In this notebook, we will explore the basic functionality of the MLFlow integration of WhyLogs Python library.

# MLFlow + WhyLogs Integration Example
We will first read in raw data into Pandas from file and explore that data briefly. To run WhyLogs, we will then import the WhyLogs library, initialize a logging session with WhyLogs, and create a profile that data -- resulting in a WhyLogs profile summary. Finally, we'll explore some of the features of the profile summary content.

First, we will import a few standard data science Python libraries.

In [None]:
import warnings
warnings.filterwarnings("ignore")

In [None]:
import glob
import random
import time

import pandas as pd
import numpy as np
import mlflow
import whylogs

from sklearn.metrics import mean_absolute_error
from sklearn.model_selection import train_test_split
from sklearn.linear_model import ElasticNet

Enable WhyLogs in MLFlow to allow storage of WhyLogs statistical profiles. This can be disabled using `whylogs.disable_mlflow()`.

In [None]:
whylogs.enable_mlflow()

Download and prepare the UCI wine quality dataset. We sample test dataset further to represent batches of datasets produced every second.

In [None]:
# Load wine quality dataset
data_url = "http://archive.ics.uci.edu/ml/machine-learning-databases/wine-quality/winequality-red.csv"
data = pd.read_csv(data_url, sep=";")

# Split the data into training and test sets
train, test = train_test_split(data)

# Relocate predicted variable "quality" to y vectors
train_x = train.drop(["quality"], axis=1).reset_index(drop=True)
test_x = test.drop(["quality"], axis=1).reset_index(drop=True)
train_y = train[["quality"]].reset_index(drop=True)
test_y = test[["quality"]].reset_index(drop=True)

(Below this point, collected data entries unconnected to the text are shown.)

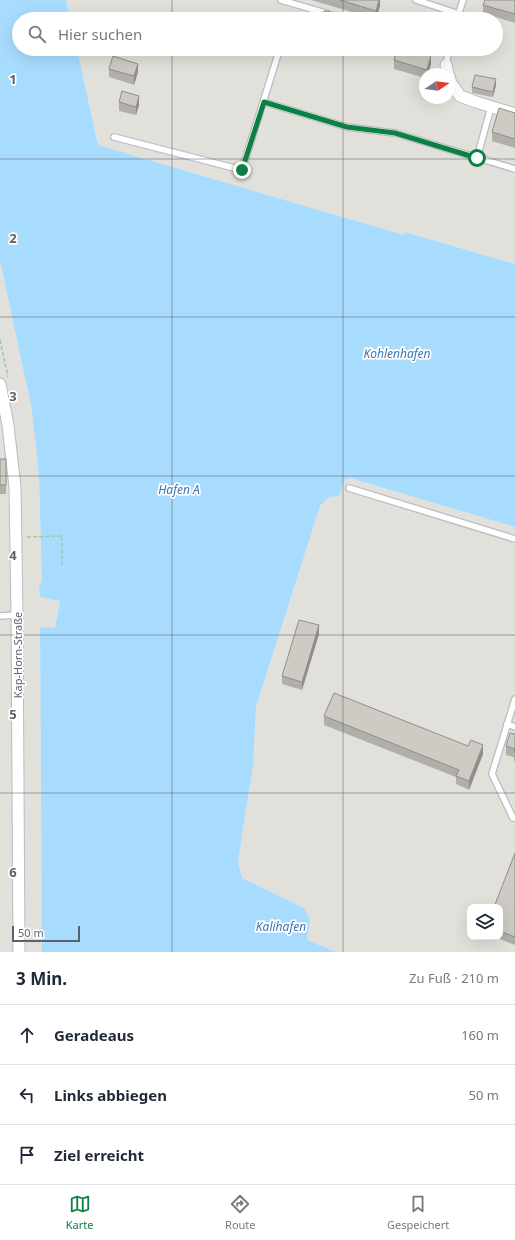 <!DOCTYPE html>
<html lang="de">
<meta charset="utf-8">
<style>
:root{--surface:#fff;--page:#f6f6f7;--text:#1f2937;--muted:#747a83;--line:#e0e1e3;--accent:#0b8043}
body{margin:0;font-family:"Noto Sans",sans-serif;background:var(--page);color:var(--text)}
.controls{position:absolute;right:12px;bottom:12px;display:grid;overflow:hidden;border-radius:8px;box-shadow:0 4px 16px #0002}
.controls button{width:36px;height:36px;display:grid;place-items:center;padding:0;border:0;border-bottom:1px solid var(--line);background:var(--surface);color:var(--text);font:20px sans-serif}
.compass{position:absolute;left:419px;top:68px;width:36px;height:36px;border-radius:50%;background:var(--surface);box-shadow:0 4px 16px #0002;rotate:77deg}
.scale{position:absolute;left:12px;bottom:10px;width:68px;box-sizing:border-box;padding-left:4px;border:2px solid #5e6268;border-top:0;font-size:11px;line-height:14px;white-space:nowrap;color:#5e6268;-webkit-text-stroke:3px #fff;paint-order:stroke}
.stop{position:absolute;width:12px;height:12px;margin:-9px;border:3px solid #0b8043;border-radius:50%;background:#fff}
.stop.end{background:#0b8043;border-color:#fff;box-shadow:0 1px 4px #0008}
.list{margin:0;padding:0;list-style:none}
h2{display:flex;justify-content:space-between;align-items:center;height:52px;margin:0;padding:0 16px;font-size:17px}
h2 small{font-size:13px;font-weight:400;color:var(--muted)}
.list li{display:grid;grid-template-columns:26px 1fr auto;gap:12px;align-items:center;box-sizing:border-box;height:60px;padding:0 16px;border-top:1px solid var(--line)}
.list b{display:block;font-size:15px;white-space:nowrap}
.list em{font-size:13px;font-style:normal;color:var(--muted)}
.icon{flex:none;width:22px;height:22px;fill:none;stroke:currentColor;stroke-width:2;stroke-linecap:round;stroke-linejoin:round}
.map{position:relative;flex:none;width:515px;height:952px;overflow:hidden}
.search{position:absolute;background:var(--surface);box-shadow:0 4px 16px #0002;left:12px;right:12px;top:12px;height:44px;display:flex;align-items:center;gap:10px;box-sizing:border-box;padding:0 14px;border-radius:22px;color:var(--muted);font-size:15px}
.sheet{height:232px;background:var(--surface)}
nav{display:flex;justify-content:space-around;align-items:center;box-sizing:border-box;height:56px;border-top:1px solid var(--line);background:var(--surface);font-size:11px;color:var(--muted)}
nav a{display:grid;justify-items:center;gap:2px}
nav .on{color:var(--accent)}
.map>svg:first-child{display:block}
</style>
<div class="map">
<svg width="515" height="952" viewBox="0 0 515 952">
<rect width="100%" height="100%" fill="#f1eee7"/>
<g fill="#e2e0db" fill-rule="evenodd">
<path d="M 66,0 L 515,0 L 515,264 L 405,232 L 404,235 L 98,145 L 77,49 L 496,49 L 496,19 L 70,19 ZM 425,74 L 449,74 L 449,98 L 425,98 Z"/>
<path d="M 0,261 L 31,406 L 37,455 L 39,478 L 42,583 L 60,600 L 55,628 L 49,627 L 40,629 L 42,952 L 0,952 Z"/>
<path d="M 350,478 L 515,527 L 515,952 L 336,952 L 306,940 L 310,920 L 304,908 L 242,878 L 238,862 L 253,765 L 256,707 L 320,506 L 345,479 ZM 470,907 L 500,907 L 500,937 L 470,937 Z"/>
</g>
<path fill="#a8dcff" d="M 0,0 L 66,0 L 70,19 L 19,19 L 19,49 L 77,49 L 98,145 L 404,235 L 405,232 L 515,264 L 515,527 L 350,478 L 345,479 L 339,496 L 329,497 L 320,506 L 256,707 L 253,765 L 238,862 L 242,878 L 304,908 L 310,920 L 307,940 L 336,952 L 42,952 L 40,628 L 49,627 L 55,628 L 60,601 L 40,597 L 39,583 L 42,583 L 39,478 L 37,455 L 31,406 L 0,261 Z"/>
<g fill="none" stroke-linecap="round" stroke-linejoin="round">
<g stroke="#b9bcc1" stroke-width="8">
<g id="lane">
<path d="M 281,0 L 332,15 L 337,19"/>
<path d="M 416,0 L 459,14"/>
<path d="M 104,17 L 117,19"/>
<path d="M 457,19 L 463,0"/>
<path d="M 433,49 L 448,53"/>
<path d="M 446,65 L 449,49"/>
<path d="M 264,102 L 347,127 L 395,133 L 515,169"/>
<path d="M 114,137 L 242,170 L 279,51 L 272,49"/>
<path d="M 477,158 L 491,107"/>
<path d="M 349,488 L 515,539"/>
<path d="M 0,616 L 17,615"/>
<path d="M 515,699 L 492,774 L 513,818 L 515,818"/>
<path d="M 507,724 L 515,727"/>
</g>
</g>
<g stroke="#b9bcc1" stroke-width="13">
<g id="street">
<path d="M 446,65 L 448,74"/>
<path d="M 449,76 L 451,83 L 460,96 L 476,102 L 515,114"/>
<path d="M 0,384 L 8,425 L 15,487 L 17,615 L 19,952"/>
</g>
</g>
<g stroke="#9acba7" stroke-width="1.5" stroke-dasharray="4 2" stroke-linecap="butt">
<path d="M 0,340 L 8,377"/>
<path d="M 27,537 L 62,536 L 62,565"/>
</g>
<use href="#lane" stroke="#fff" stroke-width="5.5"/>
<use href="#street" stroke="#fff" stroke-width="11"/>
</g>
<g fill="#b1afa9">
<path d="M 311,0 L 380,0 L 380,6 L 376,19 Z"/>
<path d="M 515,0 L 515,23 L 483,13 L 483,5 Z"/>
<path d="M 394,60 L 431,64 L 428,74 L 425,74 L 425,78 L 394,69 Z"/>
<path d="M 109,69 L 138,72 L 134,85 L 109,77 Z"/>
<path d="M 496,85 L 493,97 L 472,93 L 472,87 Z"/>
<path d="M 119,102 L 139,105 L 136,115 L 119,111 Z"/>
<path d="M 515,113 L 515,148 L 492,141 L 492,132 Z"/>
<rect x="0" y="459" width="6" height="35"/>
<path d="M 319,634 L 302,690 L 282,684 L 282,676 Z"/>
<path d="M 324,716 L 483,754 L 469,790 L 456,784 L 456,777 L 324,725 Z"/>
<path d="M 515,734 L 515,761 L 514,761 L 514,757 L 506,755 L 506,746 Z"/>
<path d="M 515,853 L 515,945 L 495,937 L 500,937 L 500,907 Z"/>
</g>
<g fill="#908e8a">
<path d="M 379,0 L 380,0 L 380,6 L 376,19 L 376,11 Z"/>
<path d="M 431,55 L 431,64 L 428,74 L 427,74 L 427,70 Z"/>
<path d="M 138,64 L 138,72 L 134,85 L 134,76 Z"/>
<path d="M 496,79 L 496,85 L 493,97 L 493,92 Z"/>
<path d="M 139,96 L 139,105 L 136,115 L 136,107 Z"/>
<path d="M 319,625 L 319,634 L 302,690 L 302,682 Z"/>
<path d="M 483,745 L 483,754 L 469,790 L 469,781 Z"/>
</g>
<g fill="#cecbc5" stroke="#908e8a">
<path d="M 340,0 L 379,0 L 376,11 Z"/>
<path d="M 485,0 L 515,0 L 515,14 L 483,5 Z"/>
<path d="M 324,11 L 329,11 L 332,16 L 331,19 L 321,19 L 321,18 L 322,13 Z"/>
<path d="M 397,49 L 409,49 L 431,55 L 427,70 L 394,60 Z"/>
<path d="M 113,56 L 138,64 L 134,76 L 109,69 Z"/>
<path d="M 475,75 L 496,79 L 493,92 L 472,87 Z"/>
<path d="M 122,91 L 139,96 L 136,107 L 119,102 Z"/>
<path d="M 499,108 L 515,113 L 515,139 L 492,132 Z"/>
<rect x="0" y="459" width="6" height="26"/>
<path d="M 299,620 L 319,625 L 302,682 L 282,676 Z"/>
<path d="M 334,693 L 468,746 L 471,740 L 483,745 L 469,781 L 456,776 L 459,770 L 324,716 Z"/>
<path d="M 510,733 L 515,734 L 515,752 L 514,752 L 515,749 L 506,746 Z"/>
<path d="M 515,853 L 515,937 L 500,931 L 500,907 L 494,907 Z"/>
</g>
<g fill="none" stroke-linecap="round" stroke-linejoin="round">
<path stroke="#0b8043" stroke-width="5" d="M 242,170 L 264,102 L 347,127 L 395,133 L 477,158"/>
</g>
<path fill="none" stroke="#5e6268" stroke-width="1" stroke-opacity="0.55" d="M 172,0 L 172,19M 343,0 L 343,19M 172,49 L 172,952M 343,49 L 343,952M 0,159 L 515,159M 0,317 L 515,317M 0,476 L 515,476M 0,635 L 515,635M 0,793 L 515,793"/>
<g text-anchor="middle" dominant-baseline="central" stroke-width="3.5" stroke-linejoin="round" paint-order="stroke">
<g font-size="11" fill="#5e6268" stroke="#fff">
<text transform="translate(17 655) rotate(-90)">Kap-Horn-Straße</text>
</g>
<g font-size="12" font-style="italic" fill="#3b77af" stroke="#fff">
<text x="397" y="353">Kohlenhafen</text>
<text x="179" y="489">Hafen A</text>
<text x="281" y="926">Kalihafen</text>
</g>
</g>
<g font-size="13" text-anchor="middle" font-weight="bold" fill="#5e6268" stroke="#fff" stroke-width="3.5" stroke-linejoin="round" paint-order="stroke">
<text x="13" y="84">1</text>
<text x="13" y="243">2</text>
<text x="13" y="401">3</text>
<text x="13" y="560">4</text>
<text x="13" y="719">5</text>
<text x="13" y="877">6</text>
</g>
</svg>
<div class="controls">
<button><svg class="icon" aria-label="layers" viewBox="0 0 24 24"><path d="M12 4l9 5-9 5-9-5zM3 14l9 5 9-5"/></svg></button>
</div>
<svg class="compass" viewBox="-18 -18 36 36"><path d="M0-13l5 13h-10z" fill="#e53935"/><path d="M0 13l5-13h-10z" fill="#747a83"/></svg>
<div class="scale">50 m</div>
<div class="stop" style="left:477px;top:158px"></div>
<div class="stop end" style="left:242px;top:170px"></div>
<div class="search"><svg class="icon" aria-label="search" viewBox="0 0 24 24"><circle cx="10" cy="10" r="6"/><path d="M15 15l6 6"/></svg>Hier suchen</div>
</div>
<section class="sheet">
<h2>3 Min.<small>Zu Fuß · 210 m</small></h2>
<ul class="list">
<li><svg class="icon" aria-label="ahead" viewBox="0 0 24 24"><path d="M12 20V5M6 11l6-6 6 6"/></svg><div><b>Geradeaus</b></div><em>160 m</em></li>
<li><svg class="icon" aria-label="left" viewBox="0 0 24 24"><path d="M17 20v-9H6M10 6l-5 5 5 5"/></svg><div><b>Links abbiegen</b></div><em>50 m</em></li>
<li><svg class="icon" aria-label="arrive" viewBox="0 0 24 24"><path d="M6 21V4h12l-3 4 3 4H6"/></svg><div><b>Ziel erreicht</b></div></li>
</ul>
</section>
<nav>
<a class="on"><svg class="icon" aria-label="map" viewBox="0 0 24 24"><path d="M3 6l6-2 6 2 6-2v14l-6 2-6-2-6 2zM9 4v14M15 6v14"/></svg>Karte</a>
<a><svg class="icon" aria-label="directions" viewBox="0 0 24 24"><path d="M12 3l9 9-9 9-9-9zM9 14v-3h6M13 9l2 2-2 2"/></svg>Route</a>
<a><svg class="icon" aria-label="saved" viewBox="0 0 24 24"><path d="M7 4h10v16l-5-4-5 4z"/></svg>Gespeichert</a>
</nav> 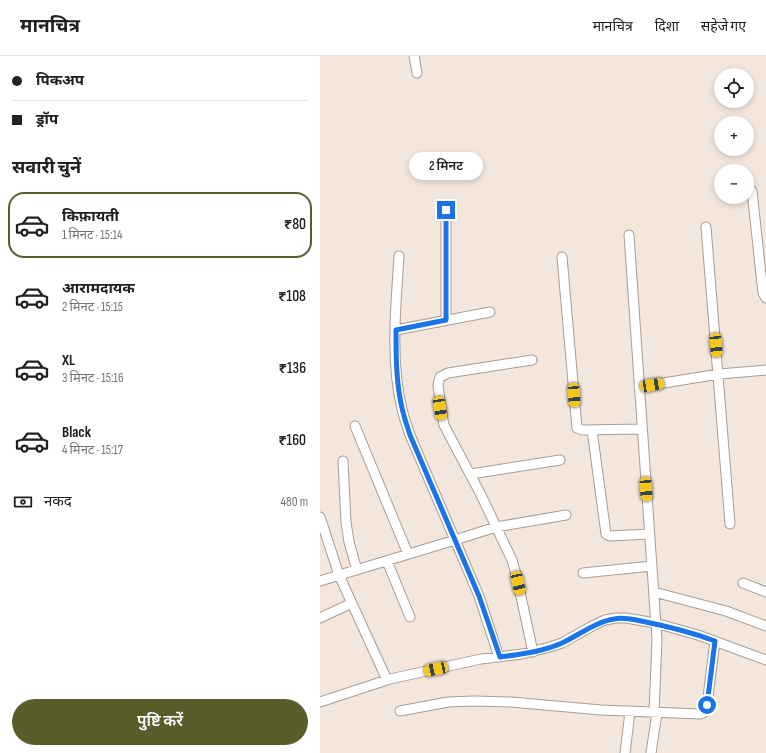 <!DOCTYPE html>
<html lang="hi">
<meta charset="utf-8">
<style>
body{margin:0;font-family:"Sofia Sans Condensed","Noto Sans Devanagari",sans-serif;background:#f2f2f2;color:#202124;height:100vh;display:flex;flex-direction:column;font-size:15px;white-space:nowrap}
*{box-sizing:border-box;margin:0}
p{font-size:13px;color:#757577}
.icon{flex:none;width:22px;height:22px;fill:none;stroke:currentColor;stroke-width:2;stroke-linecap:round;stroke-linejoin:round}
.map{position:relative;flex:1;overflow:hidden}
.details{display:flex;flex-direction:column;background:#fff;width:320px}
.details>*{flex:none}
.top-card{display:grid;align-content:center;height:88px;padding:0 12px;background:#fff}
.tools{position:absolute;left:394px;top:12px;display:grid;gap:8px}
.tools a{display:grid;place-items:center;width:40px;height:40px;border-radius:50%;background:#fff;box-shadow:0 2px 6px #0003;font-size:20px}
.end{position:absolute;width:18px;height:18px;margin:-9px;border:5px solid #1a73e8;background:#fff;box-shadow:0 0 0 2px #fff}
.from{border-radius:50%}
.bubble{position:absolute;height:28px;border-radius:14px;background:#fff;box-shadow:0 2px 6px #0003;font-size:13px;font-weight:600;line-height:28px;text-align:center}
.car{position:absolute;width:12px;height:24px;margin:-12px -6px;border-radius:5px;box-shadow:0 0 3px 1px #0007;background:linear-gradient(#f5c518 24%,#345 0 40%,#f5c518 0 76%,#345 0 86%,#f5c518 0)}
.top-card b{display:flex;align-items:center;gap:14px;height:38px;font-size:15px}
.top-card b+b{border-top:1px solid #e0e0e0}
.top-card i{width:10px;height:10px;background:#202124}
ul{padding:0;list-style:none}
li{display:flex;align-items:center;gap:12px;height:66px;margin:0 8px 6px;padding:0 4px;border:2px solid transparent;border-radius:16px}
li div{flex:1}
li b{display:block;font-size:15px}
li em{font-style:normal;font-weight:600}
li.current{border-color:#5a5d2a}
li>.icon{width:36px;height:36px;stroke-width:1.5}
h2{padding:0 12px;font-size:18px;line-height:48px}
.pay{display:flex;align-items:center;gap:10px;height:44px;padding:0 12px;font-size:15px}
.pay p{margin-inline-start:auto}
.button{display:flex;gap:8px;margin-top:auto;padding:8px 12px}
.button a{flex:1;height:46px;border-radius:24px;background:#5a5d2a;color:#fff;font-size:16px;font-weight:600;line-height:46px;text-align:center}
header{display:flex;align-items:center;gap:24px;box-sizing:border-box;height:56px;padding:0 20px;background:#fff;border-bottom:1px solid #e0e0e0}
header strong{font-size:19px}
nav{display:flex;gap:22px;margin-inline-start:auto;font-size:14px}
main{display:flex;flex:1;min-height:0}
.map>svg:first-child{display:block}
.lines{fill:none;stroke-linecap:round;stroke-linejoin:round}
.minor-casing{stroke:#a89c93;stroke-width:11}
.minor{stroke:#fff;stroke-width:9}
.route{stroke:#1a73e8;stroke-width:5}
</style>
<header>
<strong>मानचित्र</strong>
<nav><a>मानचित्र</a><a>दिशा</a><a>सहेजे गए</a></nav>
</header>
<main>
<section class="details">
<div class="top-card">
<b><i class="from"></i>पिकअप</b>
<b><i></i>ड्रॉप</b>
</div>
<h2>सवारी चुनें</h2>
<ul>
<li class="current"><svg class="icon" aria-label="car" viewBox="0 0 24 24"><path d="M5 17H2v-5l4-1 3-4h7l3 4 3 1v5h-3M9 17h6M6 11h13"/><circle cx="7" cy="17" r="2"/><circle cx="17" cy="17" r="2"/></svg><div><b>किफ़ायती</b><p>1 मिनट · 15:14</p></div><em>₹80</em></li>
<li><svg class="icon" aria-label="car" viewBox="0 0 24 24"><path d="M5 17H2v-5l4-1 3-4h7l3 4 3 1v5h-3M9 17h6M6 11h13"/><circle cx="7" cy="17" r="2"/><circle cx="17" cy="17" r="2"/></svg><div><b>आरामदायक</b><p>2 मिनट · 15:15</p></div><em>₹108</em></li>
<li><svg class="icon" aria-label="car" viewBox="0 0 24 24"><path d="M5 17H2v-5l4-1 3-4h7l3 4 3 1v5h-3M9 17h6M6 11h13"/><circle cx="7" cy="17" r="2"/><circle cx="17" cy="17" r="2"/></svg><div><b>XL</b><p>3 मिनट · 15:16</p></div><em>₹136</em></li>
<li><svg class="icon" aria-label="car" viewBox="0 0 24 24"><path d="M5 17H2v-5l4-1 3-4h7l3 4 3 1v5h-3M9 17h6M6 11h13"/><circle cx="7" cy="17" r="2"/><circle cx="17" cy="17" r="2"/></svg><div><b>Black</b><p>4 मिनट · 15:17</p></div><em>₹160</em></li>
</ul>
<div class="pay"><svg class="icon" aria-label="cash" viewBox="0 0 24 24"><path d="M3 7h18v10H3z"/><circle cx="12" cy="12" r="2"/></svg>नकद<p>480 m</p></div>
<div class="button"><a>पुष्टि करें</a></div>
</section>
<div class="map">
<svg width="446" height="697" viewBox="0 0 446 697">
<rect width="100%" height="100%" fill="#f3e7dd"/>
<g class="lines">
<g class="minor-casing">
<path id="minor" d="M 94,0 L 97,17
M 432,135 L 443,237 L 446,242
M 126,154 L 126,264
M 386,171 L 410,468
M 309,179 L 337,584 L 334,657
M 79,200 C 76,249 70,304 82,353 C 84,362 87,370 90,379 L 159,540 L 179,601
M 242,201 L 257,372 L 262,374 L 322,373
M 76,274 L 170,256
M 212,304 L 128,317 L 120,321 L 118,329 L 121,353 L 124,369 L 161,439 L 192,504 L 196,518 L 213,596
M 319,331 L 399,318 L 446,314
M 35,370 L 88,498
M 272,374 L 286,478 L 290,480 L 329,478
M 23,405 L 26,466 L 29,486 L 37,514
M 151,418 L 240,404
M 0,461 L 19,519 L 67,624
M 67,505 L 90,561
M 263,517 L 332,510
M 0,525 L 135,484 L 176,471 L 246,459
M 423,527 L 446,536
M 334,536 L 406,555 L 446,570
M 0,562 L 32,547
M 0,646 L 70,623 L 161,603 L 202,598 L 230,591 L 242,587 L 274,569 L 285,564 L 296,562 L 306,562 L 335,567 L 378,579 L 446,604
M 80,655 L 128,646 L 154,645 L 191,646 L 281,654 L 380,658 L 383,657 L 387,649 L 395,585
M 305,697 L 310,656
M 331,697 L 337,657"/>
</g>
<use href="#minor" class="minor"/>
</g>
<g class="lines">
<path class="route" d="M 126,154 L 126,264 L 76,274 C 76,300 76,326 82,352 C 84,361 87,370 90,379 L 159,540 L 180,601 C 201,598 222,596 242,587 C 259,579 275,566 294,563 C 303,561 312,563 321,565 C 346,570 371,576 395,585 L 387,649"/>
</g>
</svg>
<div class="tools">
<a><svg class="icon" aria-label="locate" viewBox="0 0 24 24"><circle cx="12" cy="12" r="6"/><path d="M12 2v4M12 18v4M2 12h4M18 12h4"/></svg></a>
<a>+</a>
<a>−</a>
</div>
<i class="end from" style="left:387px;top:649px"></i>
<i class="end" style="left:126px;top:154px"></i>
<div class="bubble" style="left:89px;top:96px;width:74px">2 मिनट</div>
<i class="car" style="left:396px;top:289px;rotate:175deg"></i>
<i class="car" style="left:332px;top:329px;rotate:81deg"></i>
<i class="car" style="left:254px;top:339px;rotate:176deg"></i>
<i class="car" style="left:120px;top:352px;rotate:171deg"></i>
<i class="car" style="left:326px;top:433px;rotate:176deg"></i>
<i class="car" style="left:198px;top:527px;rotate:167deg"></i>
<i class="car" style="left:116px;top:613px;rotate:258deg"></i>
</div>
</main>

# Sample from test data to collect "daily" data
subset_test_x = []
subset_test_y = []
for i in range(20):
    indices = random.sample(range(len(test)), 5)
    subset_test_x.append(test_x.loc[indices, :])
    subset_test_y.append(test_y.loc[indices, :])

Train an ElasticNet model using scikit-learn.

We then run this model for each of the batches of data, logging the model parameters, MAE evaluation metric, and WhyLogs dataset (from Pandas DataFrame).

In [None]:
model_params = {"alpha": 1.0,
                "l1_ratio": 2.0}

lr = ElasticNet(**model_params)
lr.fit(train_x, train_y)
print("Elasticnet model (%s):" % (model_params))

for i in range(20):
    predicted_output = lr.predict(subset_test_x[i])
    
    mae = mean_absolute_error(subset_test_y[i], predicted_output)
    print("  Subset %.0f, mean absolute error: %s" % (i, mae))
    
    mlflow.log_params(model_params)
    mlflow.log_metric("mae", mae)
    
    mlflow.whylogs.log_pandas(train)
    mlflow.end_run()
    
    time.sleep(1)

Let's now collect the `experiment_id` from MLFlow for the previous experiment.

In [None]:
client = mlflow.tracking.MlflowClient()
experiment = client.list_experiments()[0]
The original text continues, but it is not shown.